Bone grafting after removal of cysts from jaws

• Healthy subject.
• Subjects that have a rehabilitation dental treatment.
• Limited to cysts diagnosed as: radicular cysts, residual cysts, congenital cysts, developmental and acquired cysts.
• Subjects referred to oral & maxillofacial Dpt for removal of cysts after diagnosis of the cyst type.
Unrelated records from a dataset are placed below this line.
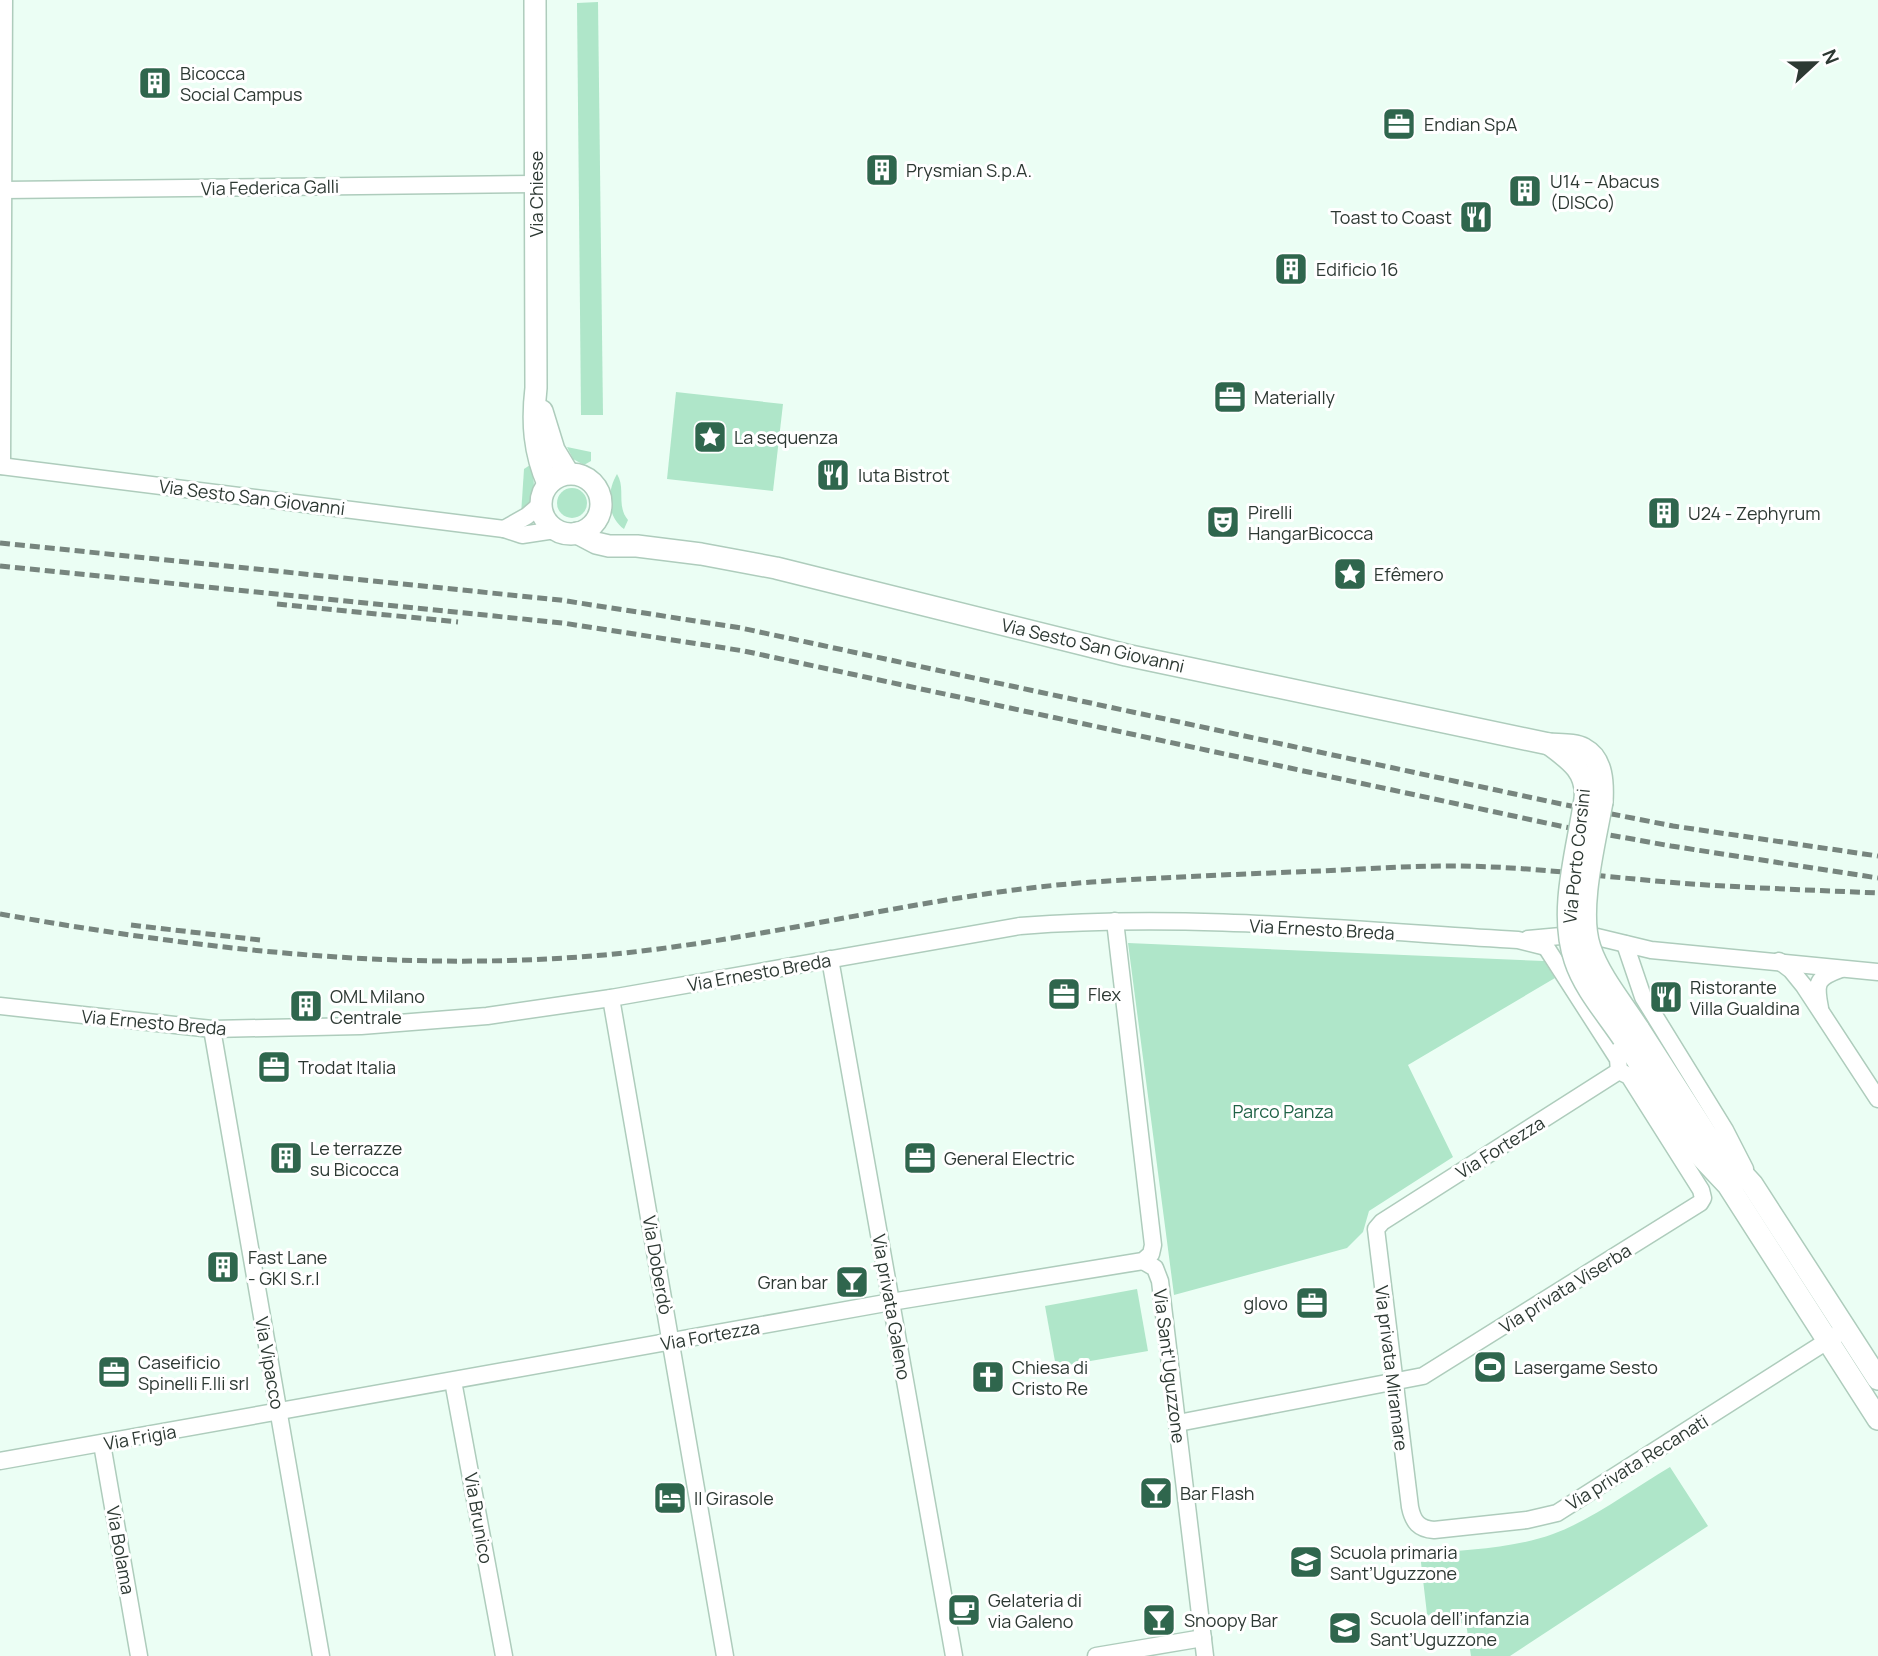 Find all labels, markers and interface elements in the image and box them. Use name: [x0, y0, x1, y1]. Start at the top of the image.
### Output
north arrow: [1780, 28, 1850, 98]
text: N: [1816, 45, 1845, 68]
place label: Bicocca Social Campus: [180, 61, 302, 106]
building icon: Bicocca Social Campus: [136, 64, 174, 102]
office icon: Endian SpA: [1380, 105, 1418, 143]
place label: Endian SpA: [1424, 112, 1518, 136]
street label: Via Chiese: [524, 151, 548, 237]
building icon: Prysmian S.p.A.: [863, 151, 901, 189]
place label: Prysmian S.p.A.: [906, 158, 1032, 182]
place label: U14 – Abacus (DISCo): [1550, 169, 1659, 214]
building icon: U14 – Abacus (DISCo): [1506, 172, 1544, 210]
street label: Via Federica Galli: [201, 174, 339, 200]
restaurant icon: Toast to Coast: [1457, 198, 1495, 236]
place label: Toast to Coast: [1331, 205, 1452, 229]
building icon: Edificio 16: [1272, 250, 1310, 288]
place label: Edificio 16: [1316, 257, 1398, 281]
office icon: Materially: [1211, 378, 1249, 416]
place label: Materially: [1254, 385, 1336, 409]
place icon: La sequenza: [691, 418, 729, 456]
place label: La sequenza: [734, 425, 838, 449]
restaurant icon: Iuta Bistrot: [814, 456, 852, 494]
place label: Iuta Bistrot: [858, 463, 950, 487]
street label: Via Sesto San Giovanni: [158, 474, 346, 520]
building icon: U24 - Zephyrum: [1645, 494, 1683, 532]
place label: Pirelli HangarBicocca: [1248, 500, 1373, 545]
place label: U24 - Zephyrum: [1688, 501, 1821, 525]
theatre icon: Pirelli HangarBicocca: [1204, 503, 1242, 541]
place icon: Efêmero: [1331, 555, 1369, 593]
place label: Efêmero: [1374, 562, 1444, 586]
street label: Via Sesto San Giovanni: [999, 612, 1187, 678]
street label: Via Porto Corsini: [1557, 787, 1595, 925]
street label: Via Ernesto Breda: [1249, 913, 1395, 945]
street label: Via Ernesto Breda: [685, 948, 833, 996]
office icon: Flex: [1045, 975, 1083, 1013]
place label: Ristorante Villa Gualdina: [1690, 975, 1800, 1020]
restaurant icon: Ristorante Villa Gualdina: [1647, 978, 1685, 1016]
place label: Flex: [1088, 982, 1121, 1006]
place label: OML Milano Centrale: [330, 984, 425, 1029]
building icon: OML Milano Centrale: [287, 987, 325, 1025]
street label: Via Ernesto Breda: [81, 1004, 227, 1040]
office icon: Trodat Italia: [255, 1048, 293, 1086]
place label: Trodat Italia: [298, 1055, 396, 1079]
park label: Parco Panza: [1233, 1099, 1333, 1123]
street label: Via Fortezza: [1451, 1110, 1549, 1184]
place label: Le terrazze su Bicocca: [310, 1136, 402, 1181]
building icon: Le terrazze su Bicocca: [267, 1139, 305, 1177]
office icon: General Electric: [901, 1139, 939, 1177]
place label: General Electric: [944, 1146, 1075, 1170]
street label: Via Doberdò: [638, 1214, 678, 1316]
street label: Via privata Galeno: [867, 1232, 917, 1382]
street label: Via privata Viserba: [1495, 1238, 1635, 1338]
place label: Fast Lane - GKI S.r.l: [248, 1245, 327, 1290]
building icon: Fast Lane - GKI S.r.l: [204, 1248, 242, 1286]
bar icon: Gran bar: [833, 1263, 871, 1301]
place label: Gran bar: [758, 1270, 828, 1294]
office icon: glovo: [1293, 1284, 1331, 1322]
street label: Via privata Miramare: [1370, 1284, 1414, 1452]
street label: Via Sant'Uguzzone: [1149, 1287, 1191, 1445]
place label: glovo: [1243, 1291, 1288, 1315]
street label: Via Fortezza: [659, 1314, 761, 1356]
street label: Via Vipacco: [250, 1315, 290, 1411]
sports icon: Lasergame Sesto: [1471, 1348, 1509, 1386]
place label: Caseificio Spinelli F.lli srl: [138, 1350, 249, 1395]
office icon: Caseificio Spinelli F.lli srl: [95, 1353, 133, 1391]
place label: Chiesa di Cristo Re: [1012, 1355, 1088, 1400]
place label: Lasergame Sesto: [1514, 1355, 1658, 1379]
church icon: Chiesa di Cristo Re: [969, 1358, 1007, 1396]
street label: Via privata Recanati: [1562, 1409, 1712, 1515]
street label: Via Frigia: [102, 1419, 178, 1455]
street label: Via Brunico: [459, 1471, 499, 1565]
bar icon: Bar Flash: [1137, 1474, 1175, 1512]
hotel icon: Il Girasole: [651, 1479, 689, 1517]
place label: Bar Flash: [1180, 1481, 1255, 1505]
place label: Il Girasole: [694, 1486, 774, 1510]
street label: Via Bolama: [101, 1504, 141, 1596]
place label: Scuola primaria Sant’Uguzzone: [1330, 1540, 1458, 1585]
school or university icon: Scuola primaria Sant’Uguzzone: [1287, 1543, 1325, 1581]
place label: Gelateria di via Galeno: [988, 1588, 1082, 1633]
cafe icon: Gelateria di via Galeno: [945, 1591, 983, 1629]
bar icon: Snoopy Bar: [1140, 1601, 1178, 1639]
place label: Scuola dell’infanzia Sant’Uguzzone: [1370, 1606, 1529, 1651]
place label: Snoopy Bar: [1184, 1608, 1278, 1632]
school or university icon: Scuola dell’infanzia Sant’Uguzzone: [1326, 1609, 1364, 1647]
• Healthy bone determined by X-ray.
• Have a good oral hygiene condition.
• Subject that does not participate in other clinical study.
• Subject able to read and understand and sign the informed consent

• Subjects with recorded medical history diseases as: diabetes mellitus, heart diseases, renal failure, osteoporosis.
• Subject treated with systemic steroid treatment
• Subjects with known autoimmune diseases, such as: Addison's disease Celiac disease - sprue (gluten-sensitive enteropathy), Dermatomyositis Graves disease, Hashimoto's thyroiditis, Multiple sclerosis, Myasthenia gravis Pernicious anemia, Reactive arthritis, Rheumatoid arthritis, Sjogren syndrome Systemic lupus erythematosus, Type I diabetes.
• Subjects that have Vitiligo and/or known scar healing problems (keloid formation).
• Subjects treated with anticoagulation medication (such as Coumadin, Plavix and other similar medications)
• Subjects treated with Oral Bisphosphonate drugs (such as Fosalan and other similar medications)
• Subjects with a history of Chemotherapy or Radiotherapy treatment
• In case of sinus augmentation - Unhealthy conditions of Maxillary Sinuses.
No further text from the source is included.